┌─ Information shown

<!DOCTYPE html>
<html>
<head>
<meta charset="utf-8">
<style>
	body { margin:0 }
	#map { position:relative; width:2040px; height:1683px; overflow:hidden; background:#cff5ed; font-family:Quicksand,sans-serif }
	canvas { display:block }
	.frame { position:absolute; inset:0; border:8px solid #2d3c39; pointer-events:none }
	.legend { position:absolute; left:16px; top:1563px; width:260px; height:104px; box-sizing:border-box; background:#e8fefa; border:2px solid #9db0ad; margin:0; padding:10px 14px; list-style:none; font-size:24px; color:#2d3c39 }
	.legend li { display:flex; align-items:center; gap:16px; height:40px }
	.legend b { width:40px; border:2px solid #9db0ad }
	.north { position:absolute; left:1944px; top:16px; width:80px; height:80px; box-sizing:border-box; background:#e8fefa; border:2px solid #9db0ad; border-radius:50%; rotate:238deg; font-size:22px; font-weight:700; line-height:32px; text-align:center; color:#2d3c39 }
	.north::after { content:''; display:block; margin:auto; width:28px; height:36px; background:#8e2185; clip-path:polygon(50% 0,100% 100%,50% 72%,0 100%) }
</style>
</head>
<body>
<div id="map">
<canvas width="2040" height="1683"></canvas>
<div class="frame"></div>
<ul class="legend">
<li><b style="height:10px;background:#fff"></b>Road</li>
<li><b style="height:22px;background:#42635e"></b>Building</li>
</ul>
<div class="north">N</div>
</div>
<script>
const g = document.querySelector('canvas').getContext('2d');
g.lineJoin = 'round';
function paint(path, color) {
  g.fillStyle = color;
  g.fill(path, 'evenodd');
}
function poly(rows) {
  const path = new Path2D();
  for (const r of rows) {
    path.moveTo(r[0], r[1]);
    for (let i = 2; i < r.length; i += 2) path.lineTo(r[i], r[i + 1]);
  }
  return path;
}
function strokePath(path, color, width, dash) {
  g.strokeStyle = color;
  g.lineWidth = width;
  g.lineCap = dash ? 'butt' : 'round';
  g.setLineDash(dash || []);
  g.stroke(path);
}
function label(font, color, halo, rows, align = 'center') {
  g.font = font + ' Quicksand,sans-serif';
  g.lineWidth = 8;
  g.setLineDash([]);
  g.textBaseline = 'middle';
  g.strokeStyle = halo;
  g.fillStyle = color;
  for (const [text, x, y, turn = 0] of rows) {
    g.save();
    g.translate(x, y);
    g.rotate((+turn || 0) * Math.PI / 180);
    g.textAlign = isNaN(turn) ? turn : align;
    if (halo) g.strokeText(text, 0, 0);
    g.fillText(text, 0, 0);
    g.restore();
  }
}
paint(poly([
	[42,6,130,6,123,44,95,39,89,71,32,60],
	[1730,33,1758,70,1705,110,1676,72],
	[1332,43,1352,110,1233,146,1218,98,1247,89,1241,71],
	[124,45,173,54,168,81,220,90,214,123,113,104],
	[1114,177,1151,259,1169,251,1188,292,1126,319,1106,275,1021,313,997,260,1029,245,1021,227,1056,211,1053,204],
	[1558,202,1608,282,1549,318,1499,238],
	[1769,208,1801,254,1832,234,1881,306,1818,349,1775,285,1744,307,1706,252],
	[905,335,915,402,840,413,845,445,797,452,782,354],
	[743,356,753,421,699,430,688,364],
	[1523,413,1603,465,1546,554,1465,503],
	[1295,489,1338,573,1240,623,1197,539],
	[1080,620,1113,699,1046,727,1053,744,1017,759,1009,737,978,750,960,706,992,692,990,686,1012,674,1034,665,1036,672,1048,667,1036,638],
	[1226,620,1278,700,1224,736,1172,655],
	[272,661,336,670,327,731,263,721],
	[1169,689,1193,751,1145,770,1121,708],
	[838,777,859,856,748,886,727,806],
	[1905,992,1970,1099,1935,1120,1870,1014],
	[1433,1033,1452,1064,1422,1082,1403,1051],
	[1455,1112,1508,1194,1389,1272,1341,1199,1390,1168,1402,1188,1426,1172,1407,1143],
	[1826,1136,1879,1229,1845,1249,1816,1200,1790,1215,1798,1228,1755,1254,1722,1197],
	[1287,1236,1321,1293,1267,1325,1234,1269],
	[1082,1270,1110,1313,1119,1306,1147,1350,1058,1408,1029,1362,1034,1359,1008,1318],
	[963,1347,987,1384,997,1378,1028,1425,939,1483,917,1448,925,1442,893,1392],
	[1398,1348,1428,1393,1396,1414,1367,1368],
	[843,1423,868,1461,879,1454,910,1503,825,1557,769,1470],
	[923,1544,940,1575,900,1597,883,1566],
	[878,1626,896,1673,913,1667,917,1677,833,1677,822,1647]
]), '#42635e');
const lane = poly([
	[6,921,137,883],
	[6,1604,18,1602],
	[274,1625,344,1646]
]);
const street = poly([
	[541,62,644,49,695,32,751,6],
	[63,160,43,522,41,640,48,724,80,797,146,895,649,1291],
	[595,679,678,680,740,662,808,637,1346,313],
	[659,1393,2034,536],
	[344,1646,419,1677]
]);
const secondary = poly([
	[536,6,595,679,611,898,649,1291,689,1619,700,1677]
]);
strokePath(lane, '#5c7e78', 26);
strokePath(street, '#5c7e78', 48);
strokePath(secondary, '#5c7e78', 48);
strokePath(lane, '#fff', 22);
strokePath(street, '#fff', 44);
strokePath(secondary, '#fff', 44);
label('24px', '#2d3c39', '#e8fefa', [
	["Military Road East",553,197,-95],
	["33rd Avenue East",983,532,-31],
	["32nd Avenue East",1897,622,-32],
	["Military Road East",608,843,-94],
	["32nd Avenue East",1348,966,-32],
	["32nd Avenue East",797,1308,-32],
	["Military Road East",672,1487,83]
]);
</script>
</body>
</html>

└─

Problem to solve
Pull every line holding "canvas" out of the records.

Exercise answer
	canvas { display:block }
<canvas width="2040" height="1683"></canvas>
const g = document.querySelector('canvas').getContext('2d');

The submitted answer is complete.